● **TASK DETAILS**
Every line of the material that mentions the word "bubble" should be copied out.

● **THE DATA**
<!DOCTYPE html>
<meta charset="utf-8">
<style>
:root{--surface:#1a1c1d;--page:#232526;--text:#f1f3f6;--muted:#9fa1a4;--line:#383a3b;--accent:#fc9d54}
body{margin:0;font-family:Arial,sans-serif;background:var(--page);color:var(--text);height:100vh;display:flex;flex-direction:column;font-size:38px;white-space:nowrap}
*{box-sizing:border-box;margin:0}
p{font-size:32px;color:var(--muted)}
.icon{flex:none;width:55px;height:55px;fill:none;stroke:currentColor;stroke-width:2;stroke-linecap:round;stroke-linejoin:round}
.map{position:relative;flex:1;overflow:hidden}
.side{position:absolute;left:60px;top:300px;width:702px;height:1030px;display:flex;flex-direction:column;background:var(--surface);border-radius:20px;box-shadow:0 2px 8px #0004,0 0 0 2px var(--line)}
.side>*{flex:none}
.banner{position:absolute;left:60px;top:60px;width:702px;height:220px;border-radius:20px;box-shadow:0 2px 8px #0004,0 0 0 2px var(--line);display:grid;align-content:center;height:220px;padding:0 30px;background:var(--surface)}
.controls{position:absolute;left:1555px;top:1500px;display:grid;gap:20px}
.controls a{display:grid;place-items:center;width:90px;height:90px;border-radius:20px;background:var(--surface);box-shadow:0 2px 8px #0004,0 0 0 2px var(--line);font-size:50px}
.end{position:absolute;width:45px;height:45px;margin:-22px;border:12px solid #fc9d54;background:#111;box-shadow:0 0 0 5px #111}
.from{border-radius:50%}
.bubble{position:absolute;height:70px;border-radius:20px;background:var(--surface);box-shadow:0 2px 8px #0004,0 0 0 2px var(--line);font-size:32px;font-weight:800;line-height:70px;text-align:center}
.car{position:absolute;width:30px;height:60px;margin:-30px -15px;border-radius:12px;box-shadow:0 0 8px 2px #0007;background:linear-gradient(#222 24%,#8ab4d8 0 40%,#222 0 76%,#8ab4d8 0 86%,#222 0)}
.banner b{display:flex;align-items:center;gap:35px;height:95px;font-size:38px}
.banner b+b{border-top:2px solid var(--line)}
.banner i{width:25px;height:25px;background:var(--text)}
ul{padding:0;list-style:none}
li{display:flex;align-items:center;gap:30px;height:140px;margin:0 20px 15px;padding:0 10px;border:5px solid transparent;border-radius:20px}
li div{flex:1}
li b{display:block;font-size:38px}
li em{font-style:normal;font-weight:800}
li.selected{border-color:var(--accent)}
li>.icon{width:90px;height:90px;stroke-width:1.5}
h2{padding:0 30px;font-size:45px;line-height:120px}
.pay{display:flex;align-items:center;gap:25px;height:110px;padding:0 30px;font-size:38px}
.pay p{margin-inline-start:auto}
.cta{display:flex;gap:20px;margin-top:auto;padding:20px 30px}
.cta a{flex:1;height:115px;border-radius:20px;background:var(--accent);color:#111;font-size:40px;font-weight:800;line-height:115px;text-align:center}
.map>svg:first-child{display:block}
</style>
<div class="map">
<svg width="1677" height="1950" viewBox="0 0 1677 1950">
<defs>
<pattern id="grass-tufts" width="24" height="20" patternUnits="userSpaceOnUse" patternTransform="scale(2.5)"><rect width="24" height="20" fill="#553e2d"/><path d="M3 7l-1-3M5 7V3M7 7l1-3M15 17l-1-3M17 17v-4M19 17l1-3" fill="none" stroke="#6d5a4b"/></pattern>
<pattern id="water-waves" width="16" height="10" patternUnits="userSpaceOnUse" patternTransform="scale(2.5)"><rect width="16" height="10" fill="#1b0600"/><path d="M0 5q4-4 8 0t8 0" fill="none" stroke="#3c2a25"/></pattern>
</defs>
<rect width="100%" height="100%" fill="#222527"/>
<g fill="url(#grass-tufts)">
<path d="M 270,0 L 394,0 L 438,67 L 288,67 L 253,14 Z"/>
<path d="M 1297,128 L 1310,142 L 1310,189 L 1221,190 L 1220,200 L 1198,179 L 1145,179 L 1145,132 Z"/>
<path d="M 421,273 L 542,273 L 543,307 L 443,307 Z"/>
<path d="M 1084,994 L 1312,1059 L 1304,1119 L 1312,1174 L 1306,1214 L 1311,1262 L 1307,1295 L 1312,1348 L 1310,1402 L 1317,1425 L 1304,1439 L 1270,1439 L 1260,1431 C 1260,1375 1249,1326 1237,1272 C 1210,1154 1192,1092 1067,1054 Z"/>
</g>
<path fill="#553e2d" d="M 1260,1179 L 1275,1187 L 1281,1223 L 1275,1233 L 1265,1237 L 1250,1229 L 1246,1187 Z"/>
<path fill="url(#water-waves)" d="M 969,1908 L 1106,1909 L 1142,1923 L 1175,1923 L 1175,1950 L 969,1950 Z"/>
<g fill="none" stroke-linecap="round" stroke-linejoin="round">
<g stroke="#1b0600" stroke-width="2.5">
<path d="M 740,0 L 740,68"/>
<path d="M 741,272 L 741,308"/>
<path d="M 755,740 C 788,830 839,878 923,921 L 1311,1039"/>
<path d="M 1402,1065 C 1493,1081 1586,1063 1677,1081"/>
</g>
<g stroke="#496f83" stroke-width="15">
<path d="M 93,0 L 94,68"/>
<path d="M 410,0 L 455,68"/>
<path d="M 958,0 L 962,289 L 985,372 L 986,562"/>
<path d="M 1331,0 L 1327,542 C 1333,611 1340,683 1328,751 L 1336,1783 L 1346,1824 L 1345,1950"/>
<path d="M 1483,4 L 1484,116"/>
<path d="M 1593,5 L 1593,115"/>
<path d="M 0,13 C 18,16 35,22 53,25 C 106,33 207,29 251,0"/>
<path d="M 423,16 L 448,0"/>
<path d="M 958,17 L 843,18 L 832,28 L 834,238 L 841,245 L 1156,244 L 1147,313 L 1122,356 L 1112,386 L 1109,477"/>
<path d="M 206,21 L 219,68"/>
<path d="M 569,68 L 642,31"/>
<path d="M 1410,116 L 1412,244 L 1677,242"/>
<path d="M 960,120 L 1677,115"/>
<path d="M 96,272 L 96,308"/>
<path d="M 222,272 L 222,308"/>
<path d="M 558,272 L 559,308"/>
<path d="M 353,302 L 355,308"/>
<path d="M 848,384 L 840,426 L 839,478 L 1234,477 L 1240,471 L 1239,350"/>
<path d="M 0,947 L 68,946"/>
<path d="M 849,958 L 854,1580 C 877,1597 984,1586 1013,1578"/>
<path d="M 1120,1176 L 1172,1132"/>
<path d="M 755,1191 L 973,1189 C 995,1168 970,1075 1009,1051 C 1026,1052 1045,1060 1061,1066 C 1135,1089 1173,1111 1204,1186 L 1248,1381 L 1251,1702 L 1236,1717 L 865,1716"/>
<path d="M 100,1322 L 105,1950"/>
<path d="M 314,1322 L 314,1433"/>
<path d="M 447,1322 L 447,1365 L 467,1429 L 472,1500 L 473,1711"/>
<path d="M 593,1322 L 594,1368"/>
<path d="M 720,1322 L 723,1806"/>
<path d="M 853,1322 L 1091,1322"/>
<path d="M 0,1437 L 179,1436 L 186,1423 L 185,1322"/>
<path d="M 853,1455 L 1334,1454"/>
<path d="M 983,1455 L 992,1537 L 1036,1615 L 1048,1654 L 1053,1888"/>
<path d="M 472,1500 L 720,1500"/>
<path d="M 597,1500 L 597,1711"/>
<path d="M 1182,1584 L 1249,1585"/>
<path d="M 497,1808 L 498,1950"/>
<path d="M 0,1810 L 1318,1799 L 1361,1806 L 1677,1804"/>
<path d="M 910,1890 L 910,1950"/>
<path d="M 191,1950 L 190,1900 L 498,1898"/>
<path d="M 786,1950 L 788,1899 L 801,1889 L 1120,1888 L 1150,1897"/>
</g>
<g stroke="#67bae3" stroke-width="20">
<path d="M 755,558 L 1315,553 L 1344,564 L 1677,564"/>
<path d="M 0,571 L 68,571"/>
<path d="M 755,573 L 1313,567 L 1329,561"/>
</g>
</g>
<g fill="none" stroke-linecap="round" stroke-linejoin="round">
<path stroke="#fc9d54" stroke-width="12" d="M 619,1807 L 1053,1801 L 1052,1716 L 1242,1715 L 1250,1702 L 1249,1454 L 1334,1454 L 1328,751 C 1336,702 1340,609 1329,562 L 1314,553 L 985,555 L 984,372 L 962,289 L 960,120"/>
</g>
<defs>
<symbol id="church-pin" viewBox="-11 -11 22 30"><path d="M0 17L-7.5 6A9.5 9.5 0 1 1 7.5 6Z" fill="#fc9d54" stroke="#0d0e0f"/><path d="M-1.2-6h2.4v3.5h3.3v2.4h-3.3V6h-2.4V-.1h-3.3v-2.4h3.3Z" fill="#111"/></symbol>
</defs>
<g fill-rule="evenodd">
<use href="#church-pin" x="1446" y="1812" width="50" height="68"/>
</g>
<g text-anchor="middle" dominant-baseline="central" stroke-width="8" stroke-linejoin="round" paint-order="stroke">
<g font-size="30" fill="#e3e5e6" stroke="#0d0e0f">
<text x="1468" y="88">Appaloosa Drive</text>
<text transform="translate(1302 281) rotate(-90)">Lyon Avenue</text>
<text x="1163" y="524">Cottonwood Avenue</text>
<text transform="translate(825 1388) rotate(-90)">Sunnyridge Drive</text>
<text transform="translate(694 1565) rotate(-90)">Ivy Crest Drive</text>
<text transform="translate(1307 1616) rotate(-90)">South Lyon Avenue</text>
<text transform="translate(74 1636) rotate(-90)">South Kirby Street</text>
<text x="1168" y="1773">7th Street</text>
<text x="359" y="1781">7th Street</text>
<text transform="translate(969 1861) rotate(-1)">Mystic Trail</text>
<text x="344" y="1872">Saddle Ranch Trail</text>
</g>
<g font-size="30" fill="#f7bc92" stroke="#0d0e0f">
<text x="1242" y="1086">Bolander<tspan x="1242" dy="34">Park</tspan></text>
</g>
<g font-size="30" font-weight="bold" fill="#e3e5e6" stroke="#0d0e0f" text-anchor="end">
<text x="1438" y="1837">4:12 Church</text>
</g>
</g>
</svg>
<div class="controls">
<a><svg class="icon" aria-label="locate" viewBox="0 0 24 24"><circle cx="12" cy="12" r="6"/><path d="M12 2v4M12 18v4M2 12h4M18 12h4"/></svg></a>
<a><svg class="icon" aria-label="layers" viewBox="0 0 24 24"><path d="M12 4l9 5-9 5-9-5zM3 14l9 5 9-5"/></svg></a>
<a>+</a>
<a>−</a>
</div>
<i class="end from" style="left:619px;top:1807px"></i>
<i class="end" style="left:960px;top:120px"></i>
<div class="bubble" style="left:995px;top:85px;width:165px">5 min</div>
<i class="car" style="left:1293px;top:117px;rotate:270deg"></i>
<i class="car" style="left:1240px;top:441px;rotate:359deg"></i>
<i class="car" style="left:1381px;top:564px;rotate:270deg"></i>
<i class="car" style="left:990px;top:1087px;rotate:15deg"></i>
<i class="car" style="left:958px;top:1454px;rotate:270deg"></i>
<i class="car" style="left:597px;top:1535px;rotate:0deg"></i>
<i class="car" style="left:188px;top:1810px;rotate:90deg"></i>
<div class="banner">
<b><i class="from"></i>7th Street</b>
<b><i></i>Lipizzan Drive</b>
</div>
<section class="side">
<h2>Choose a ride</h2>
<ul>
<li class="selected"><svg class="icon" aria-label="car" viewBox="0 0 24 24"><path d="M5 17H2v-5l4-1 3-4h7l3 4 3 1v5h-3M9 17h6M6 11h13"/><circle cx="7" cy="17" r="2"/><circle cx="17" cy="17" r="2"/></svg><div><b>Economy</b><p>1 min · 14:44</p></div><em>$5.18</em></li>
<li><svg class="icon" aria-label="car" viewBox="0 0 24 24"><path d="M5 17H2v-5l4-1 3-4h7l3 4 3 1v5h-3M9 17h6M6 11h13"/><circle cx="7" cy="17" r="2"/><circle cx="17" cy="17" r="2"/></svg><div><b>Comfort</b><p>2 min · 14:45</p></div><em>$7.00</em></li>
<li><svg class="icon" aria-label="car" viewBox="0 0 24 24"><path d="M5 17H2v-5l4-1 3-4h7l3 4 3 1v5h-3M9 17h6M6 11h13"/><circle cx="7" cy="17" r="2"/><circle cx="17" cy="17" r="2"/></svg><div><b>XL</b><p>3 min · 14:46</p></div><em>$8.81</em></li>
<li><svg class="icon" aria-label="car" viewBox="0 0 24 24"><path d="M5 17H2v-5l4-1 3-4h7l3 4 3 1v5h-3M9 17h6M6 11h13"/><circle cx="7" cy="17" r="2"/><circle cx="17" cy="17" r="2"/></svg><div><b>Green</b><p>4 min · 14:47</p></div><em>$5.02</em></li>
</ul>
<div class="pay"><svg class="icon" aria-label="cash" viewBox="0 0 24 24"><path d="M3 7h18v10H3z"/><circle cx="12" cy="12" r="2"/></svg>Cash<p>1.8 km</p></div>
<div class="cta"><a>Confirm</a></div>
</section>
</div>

● **RESULT FOR THIS TASK**
.bubble{position:absolute;height:70px;border-radius:20px;background:var(--surface);box-shadow:0 2px 8px #0004,0 0 0 2px var(--line);font-size:32px;font-weight:800;line-height:70px;text-align:center}
<div class="bubble" style="left:995px;top:85px;width:165px">5 min</div>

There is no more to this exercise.